In the 15th minute, Hyde's striker, a big physical presence named Danny Whitmore, bullied his way past our makeshift defense and forced a save from Big Dave. Our captain was furious. "Get tighter! Mark your man!" But who was marking whom? The diamond was supposed to create numerical superiority in midfield, but instead we had gaps everywhere.
I caught a glimpse of Mark Crossley in the stands. He was on his feet, hands on his head, watching the chaos unfold. He knew. He knew exactly what was missing. His leadership. His organization. His ability to read danger and snuff it out before it became a crisis. Without him, our defense was a ship without a rudder.
The irony was bitter. Marcus Chen's sabotage had worked. But here was Mark, watching us struggle, unable to help. I wondered what he was thinking. Regret? Guilt? Or was he thinking about the money, about his family, about the future that £50,000 contract would provide?
I looked at Frankie Morrison on the bench beside me. His face was grim. "They're targeting the kid," he muttered. "Every time he gets the ball, they're on him like wolves."
He was right. Every time Jamie touched the ball, Hyde players swarmed him. Late tackles. Shirt pulls. Verbal abuse. The referee, a weak official who seemed intimidated by the home crowd, let it slide. Jamie was being bullied, and he was starting to crumble.

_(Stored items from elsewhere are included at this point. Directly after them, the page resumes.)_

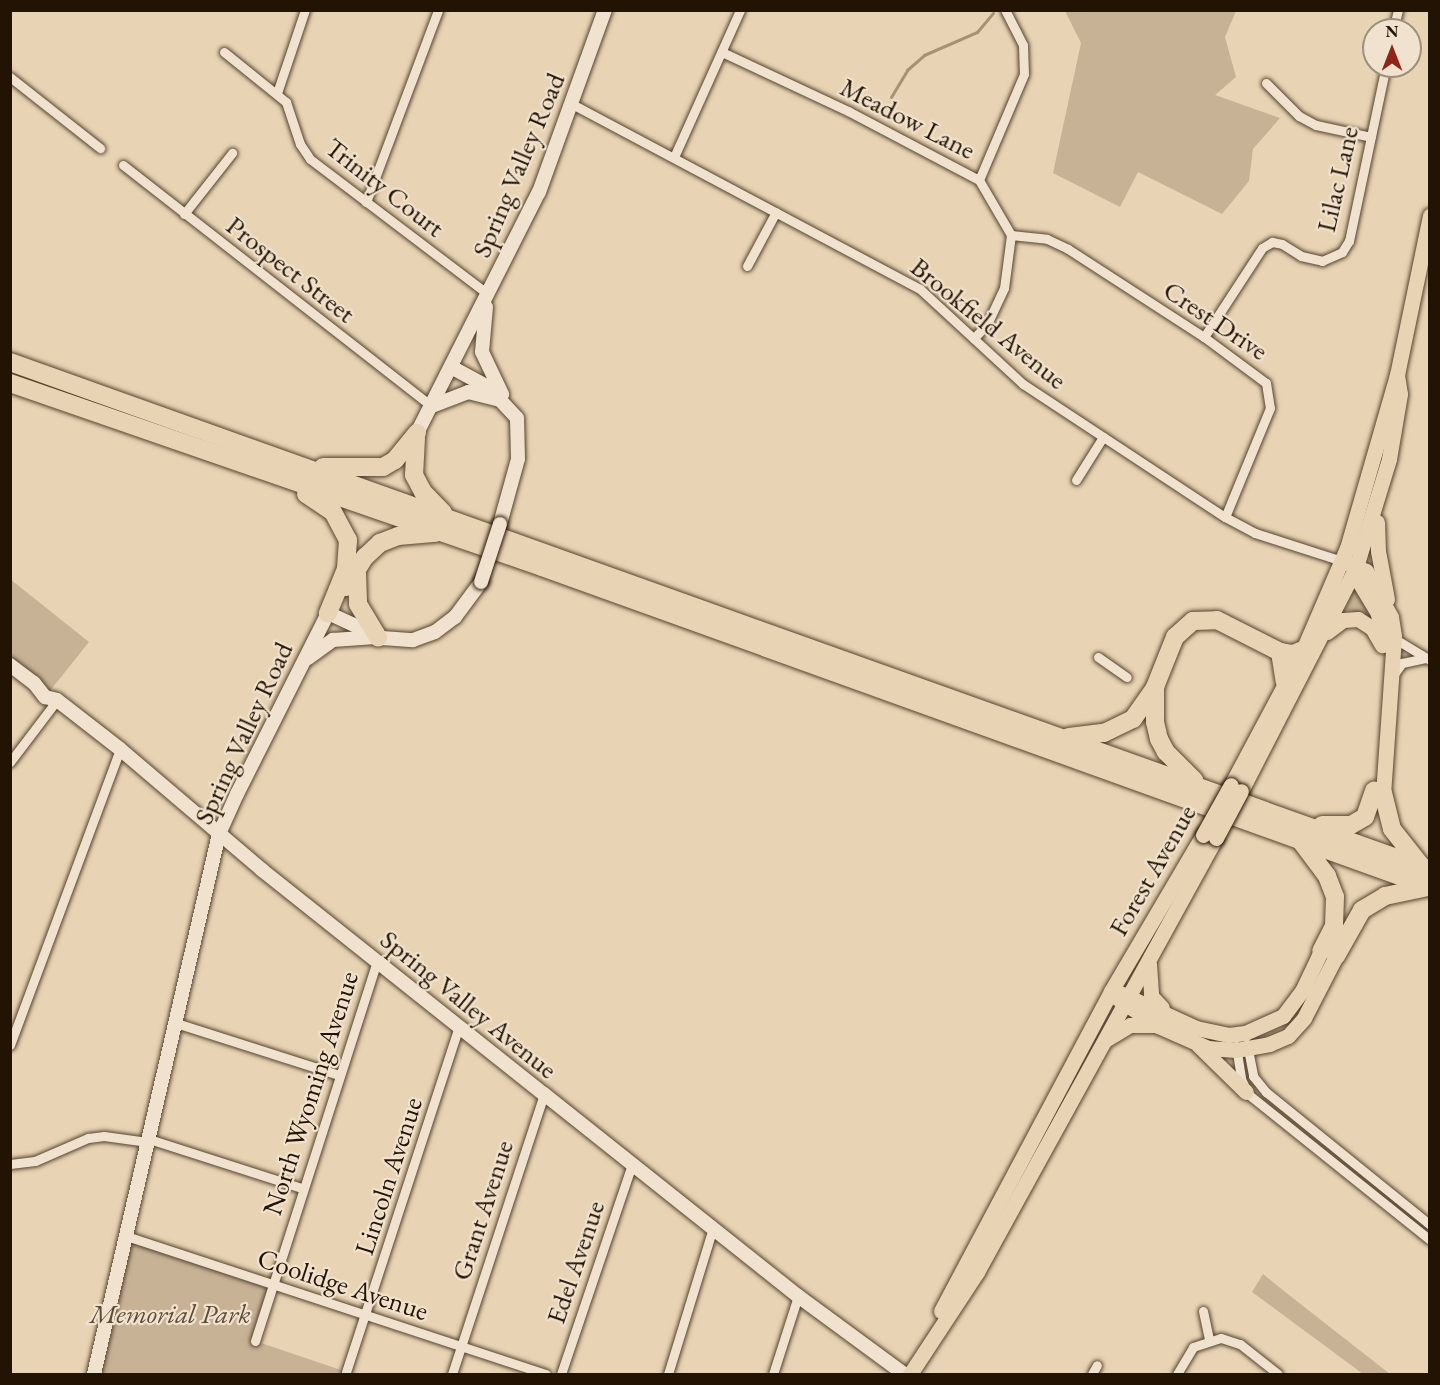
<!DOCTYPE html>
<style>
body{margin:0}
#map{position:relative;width:1440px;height:1385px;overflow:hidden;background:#e8d3b4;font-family:"EB Garamond",serif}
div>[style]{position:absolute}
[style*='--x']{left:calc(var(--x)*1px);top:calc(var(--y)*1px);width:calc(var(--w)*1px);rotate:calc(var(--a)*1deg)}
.green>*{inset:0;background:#c7b296}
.stream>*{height:3px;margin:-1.5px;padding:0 1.5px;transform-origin:1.5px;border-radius:1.5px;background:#a59277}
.roads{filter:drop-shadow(0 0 2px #54432e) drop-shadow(0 0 2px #54432e)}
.street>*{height:9px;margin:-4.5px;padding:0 4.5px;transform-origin:4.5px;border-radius:4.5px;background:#f0e2ce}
.secondary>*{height:14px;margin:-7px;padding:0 7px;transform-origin:7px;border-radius:7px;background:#f0e2ce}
.primary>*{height:15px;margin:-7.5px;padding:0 7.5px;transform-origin:7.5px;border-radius:7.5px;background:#e8d3b4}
.highway>*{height:18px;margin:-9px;padding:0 9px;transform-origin:9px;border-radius:9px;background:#e8d3b4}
.bridges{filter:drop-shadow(0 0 2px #231302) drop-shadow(0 0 2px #231302)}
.secondary-bridge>*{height:14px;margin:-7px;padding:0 7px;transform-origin:7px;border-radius:7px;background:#f0e2ce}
.primary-bridge>*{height:15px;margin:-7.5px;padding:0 7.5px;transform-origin:7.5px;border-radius:7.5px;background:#e8d3b4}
span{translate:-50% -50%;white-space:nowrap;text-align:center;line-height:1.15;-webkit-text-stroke:4.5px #f0e2ce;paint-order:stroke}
.street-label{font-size:27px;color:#231302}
.park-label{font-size:27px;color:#5c4b36;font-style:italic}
.frame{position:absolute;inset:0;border:12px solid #231302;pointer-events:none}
.north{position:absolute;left:1362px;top:18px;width:60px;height:60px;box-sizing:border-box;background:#f0e2ce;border:2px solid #9e8f7c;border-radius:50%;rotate:0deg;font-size:16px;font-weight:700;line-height:24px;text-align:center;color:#231302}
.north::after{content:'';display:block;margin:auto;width:21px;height:27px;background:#8f2418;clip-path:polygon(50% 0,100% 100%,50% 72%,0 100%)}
</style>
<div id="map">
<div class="green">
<i style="clip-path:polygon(1065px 11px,1236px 11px,1225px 37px,1236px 77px,1215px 95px,1280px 118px,1253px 149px,1249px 181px,1222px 214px,1138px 172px,1120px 207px,1053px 173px,1081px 43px)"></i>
<i style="clip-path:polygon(10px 579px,89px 642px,45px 697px,11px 670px)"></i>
<i style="clip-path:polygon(1355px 586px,1372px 614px,1370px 617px,1345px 609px)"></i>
<i style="clip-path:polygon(126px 1236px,270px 1284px,255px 1341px,353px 1374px,94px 1374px)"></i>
<i style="clip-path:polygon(1263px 1274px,1289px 1295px,1390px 1374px,1363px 1374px,1252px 1292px)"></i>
</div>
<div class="stream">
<i style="--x:891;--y:97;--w:31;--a:-59"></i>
<i style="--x:907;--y:70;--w:23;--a:-41"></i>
<i style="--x:924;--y:55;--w:58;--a:-23.5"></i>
<i style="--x:977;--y:32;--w:25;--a:-50"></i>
</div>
<div class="roads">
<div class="street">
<i style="--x:1393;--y:30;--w:21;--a:-76"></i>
<i style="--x:224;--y:52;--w:80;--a:38.9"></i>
<i style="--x:286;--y:102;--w:44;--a:71.6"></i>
<i style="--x:300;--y:144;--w:18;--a:56"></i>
<i style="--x:310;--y:159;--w:223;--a:37.2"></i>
<i style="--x:722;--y:52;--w:139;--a:25.1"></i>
<i style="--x:848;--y:111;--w:148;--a:27.8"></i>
<i style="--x:979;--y:180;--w:64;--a:59.8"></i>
<i style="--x:1011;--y:235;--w:53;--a:97.5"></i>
<i style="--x:1004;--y:288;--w:38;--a:115"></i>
<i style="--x:988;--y:323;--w:21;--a:133"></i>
<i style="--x:10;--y:77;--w:115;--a:38.3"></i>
<i style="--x:1266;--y:83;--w:47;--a:45"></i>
<i style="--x:1299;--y:116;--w:19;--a:28"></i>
<i style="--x:1316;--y:125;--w:56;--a:12.3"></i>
<i style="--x:277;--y:93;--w:88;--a:-71.4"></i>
<i style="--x:572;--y:104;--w:394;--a:28"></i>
<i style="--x:920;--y:289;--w:140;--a:42.7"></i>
<i style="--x:1023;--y:384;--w:242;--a:33.4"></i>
<i style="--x:1225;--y:517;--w:34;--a:28"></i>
<i style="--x:1255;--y:533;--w:91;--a:17.8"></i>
<i style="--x:674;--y:157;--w:161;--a:-65.8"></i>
<i style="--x:123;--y:165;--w:392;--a:38"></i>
<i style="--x:979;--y:180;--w:115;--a:-67"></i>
<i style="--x:1024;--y:74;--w:29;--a:-92"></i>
<i style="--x:1023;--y:45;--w:39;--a:-117"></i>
<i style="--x:366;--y:202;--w:205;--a:-69.4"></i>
<i style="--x:184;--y:214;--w:78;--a:-51.8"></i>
<i style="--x:1011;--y:235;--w:36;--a:6"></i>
<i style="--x:1047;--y:239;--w:23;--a:25"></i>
<i style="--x:1068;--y:249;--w:162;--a:32.9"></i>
<i style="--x:1204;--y:337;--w:77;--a:36.6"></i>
<i style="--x:1266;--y:383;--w:25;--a:81"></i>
<i style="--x:1270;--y:408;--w:118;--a:112.4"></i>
<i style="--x:747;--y:266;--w:61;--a:-61.8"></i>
<i style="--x:1204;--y:337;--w:106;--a:-56.9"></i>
<i style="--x:1262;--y:248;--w:12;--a:-31"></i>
<i style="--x:1272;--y:242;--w:10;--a:11"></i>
<i style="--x:1282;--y:244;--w:22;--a:32"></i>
<i style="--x:1301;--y:256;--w:22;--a:13"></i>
<i style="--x:1322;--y:261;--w:22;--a:-24"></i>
<i style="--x:1342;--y:252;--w:13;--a:-58"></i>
<i style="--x:1349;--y:241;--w:179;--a:-78.1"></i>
<i style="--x:1076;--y:480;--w:51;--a:-57.9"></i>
<i style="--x:1392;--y:637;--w:44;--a:31.2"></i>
<i style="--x:1098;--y:657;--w:35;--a:35"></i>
<i style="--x:1394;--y:674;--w:14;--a:-54"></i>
<i style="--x:1402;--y:663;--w:25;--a:-12"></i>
<i style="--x:10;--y:762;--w:78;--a:-52.8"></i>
<i style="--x:176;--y:1023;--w:171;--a:17.7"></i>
<i style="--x:1247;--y:1044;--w:33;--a:79"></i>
<i style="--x:1253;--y:1076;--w:21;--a:51"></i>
<i style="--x:1266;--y:1092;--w:211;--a:39"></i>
<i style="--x:10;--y:1045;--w:316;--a:-69.6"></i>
<i style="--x:1236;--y:1046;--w:33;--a:81"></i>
<i style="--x:1241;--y:1079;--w:17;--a:65"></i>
<i style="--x:1248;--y:1094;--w:233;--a:38.7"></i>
<i style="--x:149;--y:1139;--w:161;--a:17.8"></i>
<i style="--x:10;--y:1164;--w:25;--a:-7"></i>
<i style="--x:35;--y:1161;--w:58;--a:-23.5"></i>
<i style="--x:88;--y:1138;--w:16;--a:-7"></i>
<i style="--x:104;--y:1136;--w:44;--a:7.8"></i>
<i style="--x:126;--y:1236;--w:442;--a:18.2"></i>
<i style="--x:1203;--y:1311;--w:29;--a:78"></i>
<i style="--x:255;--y:1341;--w:399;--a:-72.2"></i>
<i style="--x:346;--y:1372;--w:363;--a:-71.9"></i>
<i style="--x:452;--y:1374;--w:295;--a:-71.8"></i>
<i style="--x:561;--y:1374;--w:222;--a:-71.3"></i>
<i style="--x:668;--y:1374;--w:153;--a:-72.9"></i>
<i style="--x:773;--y:1374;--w:82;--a:-72.2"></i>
<i style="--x:1092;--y:1374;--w:10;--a:-61"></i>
<i style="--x:1177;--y:1374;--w:31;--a:-59"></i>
<i style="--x:1193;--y:1347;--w:29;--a:-18"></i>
<i style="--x:1221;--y:1338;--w:20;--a:18"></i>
<i style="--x:1240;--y:1344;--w:48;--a:38.3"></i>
</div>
<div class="secondary">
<i style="--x:486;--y:307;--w:45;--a:95.1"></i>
<i style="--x:482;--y:352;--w:47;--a:64.5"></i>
<i style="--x:451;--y:367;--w:42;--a:28.4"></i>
<i style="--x:488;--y:387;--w:42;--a:46.9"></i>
<i style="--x:517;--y:418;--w:41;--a:88.6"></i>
<i style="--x:518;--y:459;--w:67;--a:105.5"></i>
<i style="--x:432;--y:406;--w:39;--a:-21"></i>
<i style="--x:468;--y:392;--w:30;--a:14"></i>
<i style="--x:417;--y:433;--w:270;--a:-63.2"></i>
<i style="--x:539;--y:192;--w:194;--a:-70.1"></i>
<i style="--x:308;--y:658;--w:31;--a:-36"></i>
<i style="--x:333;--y:640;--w:39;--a:-4"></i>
<i style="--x:10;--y:665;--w:30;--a:37"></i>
<i style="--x:34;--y:683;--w:18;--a:52"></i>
<i style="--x:45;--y:697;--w:12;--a:14"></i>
<i style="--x:57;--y:700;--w:80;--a:37.9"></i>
<i style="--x:120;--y:749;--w:187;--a:40.4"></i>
<i style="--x:262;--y:870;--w:360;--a:38.5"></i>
<i style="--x:544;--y:1094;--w:325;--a:38.5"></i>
<i style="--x:798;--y:1296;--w:132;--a:36.3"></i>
<i style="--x:94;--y:1374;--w:554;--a:-76.97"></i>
<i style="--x:219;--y:834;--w:44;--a:-65.8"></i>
<i style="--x:237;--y:794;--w:203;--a:-63.3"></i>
<i style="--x:328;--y:613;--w:60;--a:24.8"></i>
<i style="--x:382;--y:638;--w:31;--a:4"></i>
<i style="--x:413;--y:640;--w:23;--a:-20"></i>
<i style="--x:435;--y:632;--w:25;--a:-37"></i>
<i style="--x:455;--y:617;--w:44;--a:-53.4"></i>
</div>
<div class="primary">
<i style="--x:1377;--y:522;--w:29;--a:88"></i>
<i style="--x:1378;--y:551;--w:49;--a:79.4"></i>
<i style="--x:1348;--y:563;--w:20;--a:24"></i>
<i style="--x:1366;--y:571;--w:52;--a:61.5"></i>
<i style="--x:1391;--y:617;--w:20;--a:81"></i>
<i style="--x:1394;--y:637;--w:156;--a:94"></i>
<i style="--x:1356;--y:567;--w:15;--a:79"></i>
<i style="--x:1359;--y:582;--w:37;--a:59"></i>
<i style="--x:1378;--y:614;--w:31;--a:79"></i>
<i style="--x:1327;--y:632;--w:20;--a:-37"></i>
<i style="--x:1343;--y:620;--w:15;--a:-4"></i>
<i style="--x:1358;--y:619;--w:17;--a:33"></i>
<i style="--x:1372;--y:628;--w:20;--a:60"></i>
<i style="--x:1231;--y:785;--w:153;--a:-61.9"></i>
<i style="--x:1303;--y:650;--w:111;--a:-66.7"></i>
<i style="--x:1347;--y:548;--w:180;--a:-73.9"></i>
<i style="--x:1397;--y:375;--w:163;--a:-78.3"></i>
<i style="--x:1241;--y:791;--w:252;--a:-62.8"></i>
<i style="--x:1356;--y:567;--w:113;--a:-73"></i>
<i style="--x:1389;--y:459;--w:66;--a:-80.4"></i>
<i style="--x:1400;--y:394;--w:19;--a:-99"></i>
<i style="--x:1149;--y:964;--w:32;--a:86"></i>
<i style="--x:1151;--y:996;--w:16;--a:47"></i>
<i style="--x:1120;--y:993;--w:84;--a:24.7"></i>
<i style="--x:1196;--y:1028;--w:34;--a:12"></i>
<i style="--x:1229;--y:1035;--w:16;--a:-7"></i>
<i style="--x:1245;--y:1033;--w:42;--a:-24.1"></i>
<i style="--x:1283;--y:1016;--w:31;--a:-53"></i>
<i style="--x:1302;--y:991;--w:44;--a:-64.6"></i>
<i style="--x:1117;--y:998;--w:50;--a:34.3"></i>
<i style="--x:1158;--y:1026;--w:55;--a:23.7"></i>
<i style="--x:1208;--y:1048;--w:28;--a:4"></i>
<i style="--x:1236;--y:1050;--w:34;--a:-10"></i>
<i style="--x:1269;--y:1044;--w:21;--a:-23"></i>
<i style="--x:1288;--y:1036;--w:24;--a:-48"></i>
<i style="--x:1304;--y:1018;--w:70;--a:-62.7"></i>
<i style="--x:1105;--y:1040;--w:29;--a:-31"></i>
<i style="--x:1130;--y:1025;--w:25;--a:0"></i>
<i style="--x:1198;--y:1045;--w:67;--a:44.4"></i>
<i style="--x:941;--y:1311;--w:362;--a:-62"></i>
<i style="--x:1111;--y:991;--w:181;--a:-59.5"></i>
<i style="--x:910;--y:1374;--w:122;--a:-56.7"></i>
<i style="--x:977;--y:1272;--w:495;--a:-61.2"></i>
</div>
<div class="highway">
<i style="--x:10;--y:362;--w:1508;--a:19.68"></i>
<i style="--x:10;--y:383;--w:563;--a:19.08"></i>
<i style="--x:542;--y:567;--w:944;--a:19.82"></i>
<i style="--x:416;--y:438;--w:37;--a:93"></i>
<i style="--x:414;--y:475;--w:19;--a:62"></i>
<i style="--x:423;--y:492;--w:29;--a:46"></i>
<i style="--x:323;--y:467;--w:60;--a:0"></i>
<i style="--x:383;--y:467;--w:14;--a:-30"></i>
<i style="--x:395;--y:460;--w:35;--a:-51"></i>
<i style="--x:306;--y:494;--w:32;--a:34"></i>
<i style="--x:333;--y:512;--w:32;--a:62"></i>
<i style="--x:348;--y:540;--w:29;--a:94"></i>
<i style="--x:346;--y:569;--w:48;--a:112.2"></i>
<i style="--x:357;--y:573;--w:31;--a:88"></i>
<i style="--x:358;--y:604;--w:39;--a:59"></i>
<i style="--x:346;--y:587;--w:36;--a:-58"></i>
<i style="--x:365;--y:557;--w:21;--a:-43"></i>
<i style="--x:380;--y:543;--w:19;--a:-21"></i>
<i style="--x:398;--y:536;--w:38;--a:-5"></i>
<i style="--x:1280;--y:652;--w:30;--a:81"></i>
<i style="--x:1155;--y:690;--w:32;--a:90"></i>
<i style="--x:1155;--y:722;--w:17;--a:77"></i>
<i style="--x:1159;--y:739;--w:15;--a:62"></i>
<i style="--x:1166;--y:752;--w:40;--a:45"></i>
<i style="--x:1069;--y:737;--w:35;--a:-7"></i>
<i style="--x:1104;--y:733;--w:32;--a:-26"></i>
<i style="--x:1133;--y:719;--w:39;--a:-55"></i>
<i style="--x:1155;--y:687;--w:54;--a:-68.2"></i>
<i style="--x:1175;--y:637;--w:24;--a:-42"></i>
<i style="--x:1193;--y:621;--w:24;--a:-2"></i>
<i style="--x:1217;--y:620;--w:71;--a:26.9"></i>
<i style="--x:1280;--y:652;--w:13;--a:9"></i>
<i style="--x:1293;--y:654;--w:11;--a:-22"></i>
<i style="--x:1383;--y:793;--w:37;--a:76"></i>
<i style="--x:1392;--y:829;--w:48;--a:51.7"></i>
<i style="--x:1322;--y:825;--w:29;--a:0"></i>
<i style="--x:1351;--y:825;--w:16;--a:-30"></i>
<i style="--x:1365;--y:817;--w:28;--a:-71"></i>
<i style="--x:1300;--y:840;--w:45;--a:53.1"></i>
<i style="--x:1327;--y:876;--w:22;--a:69"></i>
<i style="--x:1335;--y:897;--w:29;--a:92"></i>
<i style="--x:1334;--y:926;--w:28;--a:117"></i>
<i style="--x:1336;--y:956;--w:53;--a:-60.5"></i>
<i style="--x:1362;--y:910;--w:27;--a:-31"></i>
<i style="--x:1385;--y:896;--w:44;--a:-11.8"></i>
</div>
</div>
<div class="bridges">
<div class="secondary-bridge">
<i style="--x:481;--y:582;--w:61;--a:-71.9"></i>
</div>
<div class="primary-bridge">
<i style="--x:1203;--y:835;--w:57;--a:-60.8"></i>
<i style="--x:1216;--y:838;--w:53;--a:-62"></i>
</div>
</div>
<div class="street-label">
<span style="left:908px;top:118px;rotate:27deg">Meadow Lane</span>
<span style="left:518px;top:165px;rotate:-67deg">Spring Valley Road</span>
<span style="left:1337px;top:179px;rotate:-77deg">Lilac Lane</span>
<span style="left:385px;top:187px;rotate:38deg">Trinity Court</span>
<span style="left:291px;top:269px;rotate:38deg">Prospect Street</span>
<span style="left:1216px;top:320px;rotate:34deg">Crest Drive</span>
<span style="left:989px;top:323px;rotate:39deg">Brookfield Avenue</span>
<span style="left:243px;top:733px;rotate:-65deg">Spring Valley Road</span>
<span style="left:1152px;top:870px;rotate:-60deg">Forest Avenue</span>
<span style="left:469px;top:1004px;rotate:39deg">Spring Valley Avenue</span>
<span style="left:310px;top:1093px;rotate:-72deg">North Wyoming Avenue</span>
<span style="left:388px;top:1176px;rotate:-72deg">Lincoln Avenue</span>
<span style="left:482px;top:1210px;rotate:-72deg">Grant Avenue</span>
<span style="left:575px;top:1262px;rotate:-71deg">Edel Avenue</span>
<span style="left:343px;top:1284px;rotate:18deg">Coolidge Avenue</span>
</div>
<div class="park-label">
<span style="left:170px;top:1314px">Memorial Park</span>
</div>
<div class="frame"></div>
<div class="north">N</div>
</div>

I could see it in his eyes when he glanced toward the touchline: fear, panic, the growing realization that he was out of his depth. He was seventeen years old, making his senior debut in the biggest game of the season, and I had put him in an impossible position.
My phone buzzed. Emma: "Salford 0-0, 20 minutes. Still in this."
Small comfort. We needed to win our game first.
In the 25th minute, JJ made a brilliant run down the left wing, his pace leaving Hyde's right-back for dead. He cut inside and unleashed a shot that their goalkeeper tipped over. Corner. For a moment, hope flickered. Maybe we could weather this storm.
I glanced at the away end. Our fans were on their feet, roaring. Mark Crossley was among them, clapping, shouting encouragement. Despite everything, despite the betrayal, despite Marcus Chen's manipulation, he was still one of us. Still Moss Side.
The corner came to nothing. Hyde cleared and immediately launched a counter-attack. Their pace on the break was devastating. Jamie tried to step up and intercept, but he was a fraction too slow.
The ball went past him, and suddenly Hyde had a 3-on-2 advantage. Their winger, quick and direct, exploited the space left by our advanced full-backs. He crossed low into the box. Whitmore attacked it, but Big Dave got there first, punching clear. "Wake up!" Dave roared at the defense. "We're all over the place!"
Baz, playing as one of the three center-backs, looked lost. "Gaffer, where am I supposed to be when they counter?" he shouted toward me.
"Hold your position! Let Jamie step up!"
But Jamie was nowhere near. He was ten yards too deep, confused about his role. The system had predicted this [Player Confusion: Jamie Scott 78%. Positioning Errors: 6] but seeing it unfold in real-time was agonizing.